How many lines in the data that follows contain the word "paint"? Only that number is needed.

# # # #

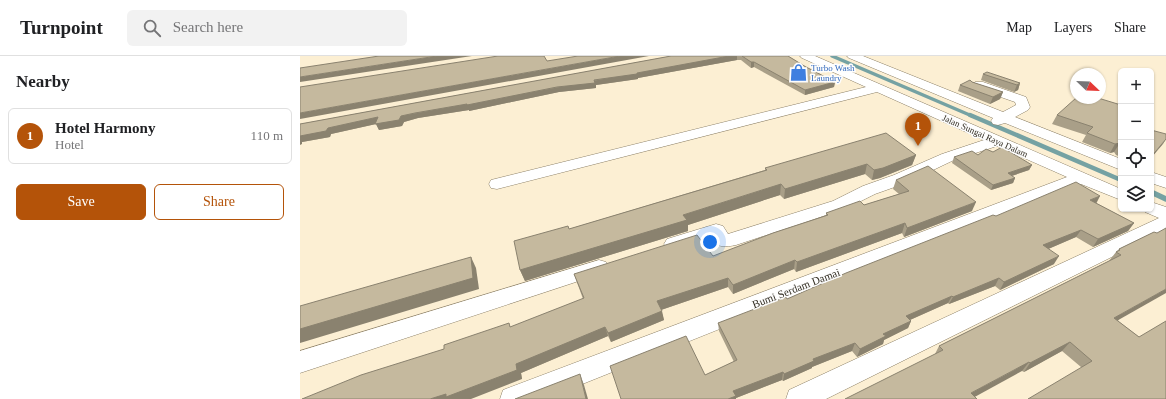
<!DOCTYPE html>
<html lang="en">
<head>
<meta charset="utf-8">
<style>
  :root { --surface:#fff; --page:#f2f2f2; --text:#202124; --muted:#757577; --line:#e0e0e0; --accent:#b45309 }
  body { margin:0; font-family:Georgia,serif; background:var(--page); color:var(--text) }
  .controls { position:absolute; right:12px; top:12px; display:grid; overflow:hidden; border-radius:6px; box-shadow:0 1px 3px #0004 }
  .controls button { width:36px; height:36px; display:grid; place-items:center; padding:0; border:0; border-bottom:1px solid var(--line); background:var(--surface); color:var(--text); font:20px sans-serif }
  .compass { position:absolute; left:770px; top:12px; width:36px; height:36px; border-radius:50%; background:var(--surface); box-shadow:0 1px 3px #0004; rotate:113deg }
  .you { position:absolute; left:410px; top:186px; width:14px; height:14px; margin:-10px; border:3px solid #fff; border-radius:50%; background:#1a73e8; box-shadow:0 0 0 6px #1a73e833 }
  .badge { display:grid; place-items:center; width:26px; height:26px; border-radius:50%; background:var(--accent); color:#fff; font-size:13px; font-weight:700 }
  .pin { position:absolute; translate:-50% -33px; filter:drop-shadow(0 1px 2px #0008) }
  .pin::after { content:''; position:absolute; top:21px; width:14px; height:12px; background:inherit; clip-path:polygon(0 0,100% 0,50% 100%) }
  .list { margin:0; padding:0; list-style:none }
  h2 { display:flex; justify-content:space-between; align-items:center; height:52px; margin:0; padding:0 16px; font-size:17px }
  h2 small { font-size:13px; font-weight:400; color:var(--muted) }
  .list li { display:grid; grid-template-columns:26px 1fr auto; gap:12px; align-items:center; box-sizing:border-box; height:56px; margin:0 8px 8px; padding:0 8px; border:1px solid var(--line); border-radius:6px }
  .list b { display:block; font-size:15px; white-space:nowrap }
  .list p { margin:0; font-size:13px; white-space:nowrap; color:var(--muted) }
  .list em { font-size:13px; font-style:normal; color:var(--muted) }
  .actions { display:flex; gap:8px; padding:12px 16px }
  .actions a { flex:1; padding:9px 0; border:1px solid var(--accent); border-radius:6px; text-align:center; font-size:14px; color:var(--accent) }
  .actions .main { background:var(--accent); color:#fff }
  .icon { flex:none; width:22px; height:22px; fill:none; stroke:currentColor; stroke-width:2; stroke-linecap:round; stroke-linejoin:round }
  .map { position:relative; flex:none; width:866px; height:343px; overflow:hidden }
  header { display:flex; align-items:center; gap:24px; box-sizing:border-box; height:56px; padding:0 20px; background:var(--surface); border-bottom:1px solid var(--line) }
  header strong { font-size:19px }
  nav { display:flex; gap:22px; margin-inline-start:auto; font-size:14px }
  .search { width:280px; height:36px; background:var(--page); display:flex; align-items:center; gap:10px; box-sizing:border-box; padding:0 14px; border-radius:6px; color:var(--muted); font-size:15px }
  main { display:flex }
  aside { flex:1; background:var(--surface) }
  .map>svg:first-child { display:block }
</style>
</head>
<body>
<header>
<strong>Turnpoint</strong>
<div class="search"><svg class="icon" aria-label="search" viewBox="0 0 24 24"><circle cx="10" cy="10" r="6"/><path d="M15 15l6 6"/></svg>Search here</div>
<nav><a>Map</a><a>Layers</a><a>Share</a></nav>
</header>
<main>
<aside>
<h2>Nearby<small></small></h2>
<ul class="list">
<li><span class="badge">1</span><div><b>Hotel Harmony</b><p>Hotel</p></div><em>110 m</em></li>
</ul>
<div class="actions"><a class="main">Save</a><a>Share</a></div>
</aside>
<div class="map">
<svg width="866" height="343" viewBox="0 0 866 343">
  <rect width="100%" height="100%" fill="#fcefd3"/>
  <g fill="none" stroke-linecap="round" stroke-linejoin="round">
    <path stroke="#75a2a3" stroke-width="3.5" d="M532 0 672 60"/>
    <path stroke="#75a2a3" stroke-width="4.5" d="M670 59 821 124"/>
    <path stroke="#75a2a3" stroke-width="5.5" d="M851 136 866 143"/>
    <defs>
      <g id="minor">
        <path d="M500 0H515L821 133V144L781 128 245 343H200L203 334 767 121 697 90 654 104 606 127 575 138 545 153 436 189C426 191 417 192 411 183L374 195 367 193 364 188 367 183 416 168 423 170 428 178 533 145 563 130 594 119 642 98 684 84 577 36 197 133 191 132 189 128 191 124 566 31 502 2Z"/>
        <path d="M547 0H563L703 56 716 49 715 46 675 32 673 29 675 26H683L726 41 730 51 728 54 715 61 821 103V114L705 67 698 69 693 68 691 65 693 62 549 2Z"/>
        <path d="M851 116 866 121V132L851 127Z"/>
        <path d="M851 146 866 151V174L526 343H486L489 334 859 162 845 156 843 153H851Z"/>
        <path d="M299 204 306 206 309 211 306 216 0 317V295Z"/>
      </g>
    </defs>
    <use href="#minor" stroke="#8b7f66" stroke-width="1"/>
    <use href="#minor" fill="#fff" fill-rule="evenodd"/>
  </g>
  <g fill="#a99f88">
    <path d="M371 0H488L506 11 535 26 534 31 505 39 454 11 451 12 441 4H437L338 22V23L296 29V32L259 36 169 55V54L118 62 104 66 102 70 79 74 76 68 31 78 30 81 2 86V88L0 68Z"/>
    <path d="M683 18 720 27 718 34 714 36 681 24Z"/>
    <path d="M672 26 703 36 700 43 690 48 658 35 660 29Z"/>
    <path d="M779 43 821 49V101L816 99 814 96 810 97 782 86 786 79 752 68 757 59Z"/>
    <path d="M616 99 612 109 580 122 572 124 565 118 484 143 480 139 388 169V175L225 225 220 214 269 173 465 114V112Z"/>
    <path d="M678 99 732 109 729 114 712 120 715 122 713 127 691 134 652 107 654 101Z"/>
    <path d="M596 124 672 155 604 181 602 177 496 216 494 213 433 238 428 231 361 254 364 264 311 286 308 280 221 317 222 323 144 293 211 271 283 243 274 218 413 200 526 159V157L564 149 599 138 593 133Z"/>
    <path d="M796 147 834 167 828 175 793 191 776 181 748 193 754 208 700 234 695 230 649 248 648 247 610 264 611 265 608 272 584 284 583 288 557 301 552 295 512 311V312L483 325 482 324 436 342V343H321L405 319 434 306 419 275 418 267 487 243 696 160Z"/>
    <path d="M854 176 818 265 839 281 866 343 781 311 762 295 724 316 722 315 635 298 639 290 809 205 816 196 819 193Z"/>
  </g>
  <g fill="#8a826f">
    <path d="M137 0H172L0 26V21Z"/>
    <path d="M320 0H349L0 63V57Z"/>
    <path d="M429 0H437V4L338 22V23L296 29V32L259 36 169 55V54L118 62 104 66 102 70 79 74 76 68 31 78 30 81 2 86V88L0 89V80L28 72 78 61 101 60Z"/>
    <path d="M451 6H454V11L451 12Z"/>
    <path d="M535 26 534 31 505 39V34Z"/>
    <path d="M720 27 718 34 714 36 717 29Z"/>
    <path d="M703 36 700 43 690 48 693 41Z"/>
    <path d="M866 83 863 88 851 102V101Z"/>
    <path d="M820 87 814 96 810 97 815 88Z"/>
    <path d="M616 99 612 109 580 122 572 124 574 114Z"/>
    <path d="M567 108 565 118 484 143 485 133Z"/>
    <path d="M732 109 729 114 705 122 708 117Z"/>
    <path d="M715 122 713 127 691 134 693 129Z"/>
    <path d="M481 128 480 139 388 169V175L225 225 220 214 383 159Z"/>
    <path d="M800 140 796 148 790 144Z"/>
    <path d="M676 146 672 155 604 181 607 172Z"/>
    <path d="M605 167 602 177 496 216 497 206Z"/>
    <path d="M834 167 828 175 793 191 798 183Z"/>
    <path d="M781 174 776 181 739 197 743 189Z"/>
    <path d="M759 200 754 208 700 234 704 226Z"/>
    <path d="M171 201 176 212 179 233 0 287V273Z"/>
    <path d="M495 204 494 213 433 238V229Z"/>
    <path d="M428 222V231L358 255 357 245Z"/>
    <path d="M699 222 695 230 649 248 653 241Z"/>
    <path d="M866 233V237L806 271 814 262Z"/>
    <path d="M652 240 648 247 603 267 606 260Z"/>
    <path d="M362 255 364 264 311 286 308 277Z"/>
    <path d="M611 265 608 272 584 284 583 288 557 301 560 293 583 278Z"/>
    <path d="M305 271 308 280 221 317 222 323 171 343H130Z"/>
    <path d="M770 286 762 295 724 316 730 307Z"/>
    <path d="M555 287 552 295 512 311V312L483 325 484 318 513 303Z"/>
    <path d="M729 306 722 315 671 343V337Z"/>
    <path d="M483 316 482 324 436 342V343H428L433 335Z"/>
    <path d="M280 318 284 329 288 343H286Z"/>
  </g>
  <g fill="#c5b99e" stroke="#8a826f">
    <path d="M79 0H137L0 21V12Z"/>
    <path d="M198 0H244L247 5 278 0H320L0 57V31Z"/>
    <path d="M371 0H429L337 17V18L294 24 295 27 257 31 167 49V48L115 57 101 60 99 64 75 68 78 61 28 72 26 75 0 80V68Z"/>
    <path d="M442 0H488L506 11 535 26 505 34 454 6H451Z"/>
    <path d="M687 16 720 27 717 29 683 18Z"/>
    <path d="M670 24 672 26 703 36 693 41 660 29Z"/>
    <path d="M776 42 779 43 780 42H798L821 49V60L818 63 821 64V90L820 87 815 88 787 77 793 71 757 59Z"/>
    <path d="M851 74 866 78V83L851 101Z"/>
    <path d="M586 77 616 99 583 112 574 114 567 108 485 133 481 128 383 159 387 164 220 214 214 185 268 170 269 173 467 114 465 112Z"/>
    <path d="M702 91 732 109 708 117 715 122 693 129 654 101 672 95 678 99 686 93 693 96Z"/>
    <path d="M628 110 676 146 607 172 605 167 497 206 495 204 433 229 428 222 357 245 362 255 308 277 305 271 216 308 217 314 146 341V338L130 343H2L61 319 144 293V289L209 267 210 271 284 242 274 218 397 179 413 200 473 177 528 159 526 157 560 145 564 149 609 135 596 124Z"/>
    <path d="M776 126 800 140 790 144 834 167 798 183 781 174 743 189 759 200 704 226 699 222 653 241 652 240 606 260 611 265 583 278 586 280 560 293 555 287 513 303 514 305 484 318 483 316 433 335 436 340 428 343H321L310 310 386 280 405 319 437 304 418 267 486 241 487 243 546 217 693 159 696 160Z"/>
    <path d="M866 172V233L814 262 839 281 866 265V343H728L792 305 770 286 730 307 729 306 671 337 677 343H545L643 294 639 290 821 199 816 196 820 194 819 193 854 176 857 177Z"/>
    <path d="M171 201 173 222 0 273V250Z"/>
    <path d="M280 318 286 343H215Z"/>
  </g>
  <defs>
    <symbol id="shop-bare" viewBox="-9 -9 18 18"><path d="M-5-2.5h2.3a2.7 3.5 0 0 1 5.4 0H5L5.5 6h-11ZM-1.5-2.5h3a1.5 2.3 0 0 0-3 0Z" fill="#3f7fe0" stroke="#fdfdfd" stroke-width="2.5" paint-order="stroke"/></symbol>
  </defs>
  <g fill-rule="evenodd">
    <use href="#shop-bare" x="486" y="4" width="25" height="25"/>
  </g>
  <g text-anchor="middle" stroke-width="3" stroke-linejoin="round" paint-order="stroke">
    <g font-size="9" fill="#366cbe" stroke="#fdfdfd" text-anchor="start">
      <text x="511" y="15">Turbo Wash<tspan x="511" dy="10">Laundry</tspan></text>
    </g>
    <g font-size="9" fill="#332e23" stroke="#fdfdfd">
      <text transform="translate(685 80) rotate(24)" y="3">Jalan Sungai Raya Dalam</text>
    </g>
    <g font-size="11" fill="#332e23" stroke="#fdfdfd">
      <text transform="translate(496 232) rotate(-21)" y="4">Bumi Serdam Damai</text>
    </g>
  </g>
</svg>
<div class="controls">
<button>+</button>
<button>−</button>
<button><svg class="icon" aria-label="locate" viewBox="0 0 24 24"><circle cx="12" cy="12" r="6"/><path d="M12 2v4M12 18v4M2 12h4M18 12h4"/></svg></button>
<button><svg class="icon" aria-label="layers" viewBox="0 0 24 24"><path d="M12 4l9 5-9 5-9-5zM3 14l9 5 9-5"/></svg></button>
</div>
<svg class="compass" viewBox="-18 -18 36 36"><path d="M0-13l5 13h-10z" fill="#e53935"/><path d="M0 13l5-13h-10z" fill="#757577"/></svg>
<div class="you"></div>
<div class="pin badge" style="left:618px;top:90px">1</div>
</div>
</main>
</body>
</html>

# # # #

→ The completed task:
2